● ABOUT THIS TASK: The answer must be a bare number: the count of lines below that contain "stream".
** Opening RECORDS SUPPLIED block **
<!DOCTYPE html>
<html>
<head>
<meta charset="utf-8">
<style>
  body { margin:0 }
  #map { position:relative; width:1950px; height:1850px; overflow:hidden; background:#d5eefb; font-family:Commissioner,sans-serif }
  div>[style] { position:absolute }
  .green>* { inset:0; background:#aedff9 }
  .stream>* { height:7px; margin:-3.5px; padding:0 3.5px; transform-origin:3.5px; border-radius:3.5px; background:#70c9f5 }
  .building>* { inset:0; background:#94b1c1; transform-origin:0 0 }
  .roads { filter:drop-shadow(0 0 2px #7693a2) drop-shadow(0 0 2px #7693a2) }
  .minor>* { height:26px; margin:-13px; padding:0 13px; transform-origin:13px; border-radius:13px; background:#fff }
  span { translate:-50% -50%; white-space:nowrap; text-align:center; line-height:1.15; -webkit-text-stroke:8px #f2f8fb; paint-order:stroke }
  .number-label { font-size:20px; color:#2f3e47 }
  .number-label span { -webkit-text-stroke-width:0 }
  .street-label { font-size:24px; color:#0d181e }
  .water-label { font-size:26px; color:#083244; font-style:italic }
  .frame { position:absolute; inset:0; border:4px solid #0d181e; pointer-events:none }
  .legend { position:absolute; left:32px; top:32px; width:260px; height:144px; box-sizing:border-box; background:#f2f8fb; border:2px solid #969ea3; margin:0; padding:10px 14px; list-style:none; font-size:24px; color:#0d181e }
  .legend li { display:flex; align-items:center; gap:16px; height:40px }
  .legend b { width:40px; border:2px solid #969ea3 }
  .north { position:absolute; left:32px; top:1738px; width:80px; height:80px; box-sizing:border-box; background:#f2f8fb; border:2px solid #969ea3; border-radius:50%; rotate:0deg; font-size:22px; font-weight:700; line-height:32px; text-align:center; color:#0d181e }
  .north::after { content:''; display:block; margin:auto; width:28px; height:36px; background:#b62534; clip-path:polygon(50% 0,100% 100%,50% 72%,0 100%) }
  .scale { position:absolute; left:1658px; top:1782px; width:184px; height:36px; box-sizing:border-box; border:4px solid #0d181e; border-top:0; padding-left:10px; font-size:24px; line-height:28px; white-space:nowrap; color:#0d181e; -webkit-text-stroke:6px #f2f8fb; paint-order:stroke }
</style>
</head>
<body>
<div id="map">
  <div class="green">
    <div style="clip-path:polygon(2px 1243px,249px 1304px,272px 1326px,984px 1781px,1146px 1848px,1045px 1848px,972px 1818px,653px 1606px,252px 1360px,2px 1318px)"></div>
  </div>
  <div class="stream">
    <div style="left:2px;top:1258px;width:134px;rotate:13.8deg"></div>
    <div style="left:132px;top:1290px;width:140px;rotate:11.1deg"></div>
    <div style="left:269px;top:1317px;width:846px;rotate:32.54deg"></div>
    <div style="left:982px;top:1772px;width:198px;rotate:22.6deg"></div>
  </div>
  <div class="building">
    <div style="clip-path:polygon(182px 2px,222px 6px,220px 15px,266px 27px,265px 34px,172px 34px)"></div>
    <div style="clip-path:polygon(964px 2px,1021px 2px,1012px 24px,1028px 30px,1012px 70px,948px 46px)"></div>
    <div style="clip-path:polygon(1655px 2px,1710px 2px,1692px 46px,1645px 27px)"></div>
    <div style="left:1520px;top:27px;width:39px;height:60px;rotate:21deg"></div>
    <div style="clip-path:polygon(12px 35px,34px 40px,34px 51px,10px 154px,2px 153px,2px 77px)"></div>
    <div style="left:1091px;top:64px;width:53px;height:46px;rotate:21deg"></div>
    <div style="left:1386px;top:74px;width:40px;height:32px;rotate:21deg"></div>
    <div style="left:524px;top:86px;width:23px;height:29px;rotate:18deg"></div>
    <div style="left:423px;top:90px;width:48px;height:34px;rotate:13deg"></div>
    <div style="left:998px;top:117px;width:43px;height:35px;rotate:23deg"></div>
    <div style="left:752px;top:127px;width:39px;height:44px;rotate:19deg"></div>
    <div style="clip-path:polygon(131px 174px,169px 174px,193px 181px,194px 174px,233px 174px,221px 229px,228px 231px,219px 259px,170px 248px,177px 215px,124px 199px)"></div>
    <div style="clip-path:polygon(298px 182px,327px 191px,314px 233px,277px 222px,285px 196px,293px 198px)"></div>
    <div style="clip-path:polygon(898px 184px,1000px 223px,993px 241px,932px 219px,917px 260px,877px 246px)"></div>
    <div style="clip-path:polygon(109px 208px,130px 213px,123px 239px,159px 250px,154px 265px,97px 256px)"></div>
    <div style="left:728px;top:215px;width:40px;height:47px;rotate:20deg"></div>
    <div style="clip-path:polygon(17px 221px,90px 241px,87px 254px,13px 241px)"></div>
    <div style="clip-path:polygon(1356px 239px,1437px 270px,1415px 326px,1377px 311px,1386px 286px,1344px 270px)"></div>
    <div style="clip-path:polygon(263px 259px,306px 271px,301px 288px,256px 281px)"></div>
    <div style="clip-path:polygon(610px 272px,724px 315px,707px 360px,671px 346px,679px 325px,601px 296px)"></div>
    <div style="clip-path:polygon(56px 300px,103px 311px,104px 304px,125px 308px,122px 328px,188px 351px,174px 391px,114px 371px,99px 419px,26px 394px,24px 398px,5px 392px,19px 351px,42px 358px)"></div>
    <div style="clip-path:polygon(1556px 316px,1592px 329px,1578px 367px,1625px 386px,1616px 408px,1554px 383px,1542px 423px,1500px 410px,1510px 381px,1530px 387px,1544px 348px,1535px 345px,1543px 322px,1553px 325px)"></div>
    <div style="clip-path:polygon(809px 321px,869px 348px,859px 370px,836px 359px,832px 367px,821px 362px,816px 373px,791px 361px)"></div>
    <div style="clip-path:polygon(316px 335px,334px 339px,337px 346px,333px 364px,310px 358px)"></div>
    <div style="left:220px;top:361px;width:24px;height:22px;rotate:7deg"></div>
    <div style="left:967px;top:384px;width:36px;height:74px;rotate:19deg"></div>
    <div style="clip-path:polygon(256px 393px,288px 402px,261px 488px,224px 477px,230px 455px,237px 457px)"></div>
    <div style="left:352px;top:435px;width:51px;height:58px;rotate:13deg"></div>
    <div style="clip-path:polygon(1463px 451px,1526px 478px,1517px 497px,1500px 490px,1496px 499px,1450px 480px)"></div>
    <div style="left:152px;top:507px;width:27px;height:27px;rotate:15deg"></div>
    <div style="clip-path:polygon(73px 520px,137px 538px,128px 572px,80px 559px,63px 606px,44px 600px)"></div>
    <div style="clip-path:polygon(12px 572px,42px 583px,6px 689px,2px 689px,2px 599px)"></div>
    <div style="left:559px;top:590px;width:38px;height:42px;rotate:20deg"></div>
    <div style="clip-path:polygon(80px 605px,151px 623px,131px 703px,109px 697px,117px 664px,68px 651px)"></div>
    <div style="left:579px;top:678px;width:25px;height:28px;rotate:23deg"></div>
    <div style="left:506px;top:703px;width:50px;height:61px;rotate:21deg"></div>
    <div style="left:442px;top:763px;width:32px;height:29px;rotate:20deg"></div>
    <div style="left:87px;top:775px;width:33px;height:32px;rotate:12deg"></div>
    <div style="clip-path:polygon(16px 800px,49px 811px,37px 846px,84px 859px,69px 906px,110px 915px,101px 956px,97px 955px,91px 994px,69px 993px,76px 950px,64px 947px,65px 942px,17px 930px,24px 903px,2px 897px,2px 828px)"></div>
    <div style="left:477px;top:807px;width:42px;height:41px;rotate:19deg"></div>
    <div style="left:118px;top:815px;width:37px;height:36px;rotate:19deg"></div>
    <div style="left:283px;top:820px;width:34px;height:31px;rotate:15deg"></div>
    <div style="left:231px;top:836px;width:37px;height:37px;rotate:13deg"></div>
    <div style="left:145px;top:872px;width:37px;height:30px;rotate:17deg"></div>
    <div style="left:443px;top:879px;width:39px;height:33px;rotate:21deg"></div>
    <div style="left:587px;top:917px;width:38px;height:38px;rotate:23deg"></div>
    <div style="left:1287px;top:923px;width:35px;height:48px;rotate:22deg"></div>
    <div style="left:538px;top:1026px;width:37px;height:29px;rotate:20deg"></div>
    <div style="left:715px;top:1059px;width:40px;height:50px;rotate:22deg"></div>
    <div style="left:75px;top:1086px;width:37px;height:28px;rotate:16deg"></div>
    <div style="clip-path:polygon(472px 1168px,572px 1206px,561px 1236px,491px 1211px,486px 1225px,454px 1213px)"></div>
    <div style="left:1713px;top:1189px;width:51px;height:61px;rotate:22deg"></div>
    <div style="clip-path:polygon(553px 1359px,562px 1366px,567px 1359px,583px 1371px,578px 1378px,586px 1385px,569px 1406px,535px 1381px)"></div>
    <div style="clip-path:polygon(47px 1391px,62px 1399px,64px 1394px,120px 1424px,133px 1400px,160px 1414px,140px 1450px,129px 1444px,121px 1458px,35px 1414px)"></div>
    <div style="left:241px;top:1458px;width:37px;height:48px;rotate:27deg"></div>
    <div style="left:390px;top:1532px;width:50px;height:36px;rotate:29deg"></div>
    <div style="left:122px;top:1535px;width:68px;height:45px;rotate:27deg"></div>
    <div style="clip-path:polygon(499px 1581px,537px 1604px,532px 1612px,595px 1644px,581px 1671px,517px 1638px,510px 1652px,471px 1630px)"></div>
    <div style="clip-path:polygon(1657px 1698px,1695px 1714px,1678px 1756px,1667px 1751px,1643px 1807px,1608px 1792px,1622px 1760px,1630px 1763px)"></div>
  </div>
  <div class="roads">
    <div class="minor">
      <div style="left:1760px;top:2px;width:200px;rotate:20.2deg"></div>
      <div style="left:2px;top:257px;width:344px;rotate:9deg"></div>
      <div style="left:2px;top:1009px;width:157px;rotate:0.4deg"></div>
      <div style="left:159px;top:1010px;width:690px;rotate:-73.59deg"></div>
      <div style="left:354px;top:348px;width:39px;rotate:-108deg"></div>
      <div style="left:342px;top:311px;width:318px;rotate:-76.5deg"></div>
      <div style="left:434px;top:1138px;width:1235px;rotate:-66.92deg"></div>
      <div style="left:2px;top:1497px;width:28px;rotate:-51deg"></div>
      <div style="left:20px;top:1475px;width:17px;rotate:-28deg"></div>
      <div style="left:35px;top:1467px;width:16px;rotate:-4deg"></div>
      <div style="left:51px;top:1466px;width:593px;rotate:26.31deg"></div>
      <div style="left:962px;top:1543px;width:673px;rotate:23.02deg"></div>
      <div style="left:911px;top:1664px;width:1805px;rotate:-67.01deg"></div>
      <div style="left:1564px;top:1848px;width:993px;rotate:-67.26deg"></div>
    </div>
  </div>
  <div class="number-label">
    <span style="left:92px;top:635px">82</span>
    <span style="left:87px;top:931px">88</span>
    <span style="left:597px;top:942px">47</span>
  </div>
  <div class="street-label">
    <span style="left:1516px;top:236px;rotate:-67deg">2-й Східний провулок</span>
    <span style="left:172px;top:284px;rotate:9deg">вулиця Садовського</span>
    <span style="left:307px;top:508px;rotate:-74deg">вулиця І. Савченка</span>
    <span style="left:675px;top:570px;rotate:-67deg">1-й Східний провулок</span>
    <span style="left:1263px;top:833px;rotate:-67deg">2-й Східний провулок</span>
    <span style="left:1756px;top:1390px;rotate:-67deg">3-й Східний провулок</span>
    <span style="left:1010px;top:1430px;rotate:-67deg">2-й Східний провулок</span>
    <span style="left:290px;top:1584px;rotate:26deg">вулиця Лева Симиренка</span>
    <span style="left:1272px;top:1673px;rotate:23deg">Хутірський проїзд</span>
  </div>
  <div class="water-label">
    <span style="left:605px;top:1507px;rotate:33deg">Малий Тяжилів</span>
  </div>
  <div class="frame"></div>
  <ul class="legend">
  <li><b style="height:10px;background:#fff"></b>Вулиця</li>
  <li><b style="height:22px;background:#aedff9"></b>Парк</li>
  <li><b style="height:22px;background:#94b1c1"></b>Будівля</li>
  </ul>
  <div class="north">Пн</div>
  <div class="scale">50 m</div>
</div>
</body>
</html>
** Closing RECORDS SUPPLIED block **
● RESULT FOR THIS TASK: 2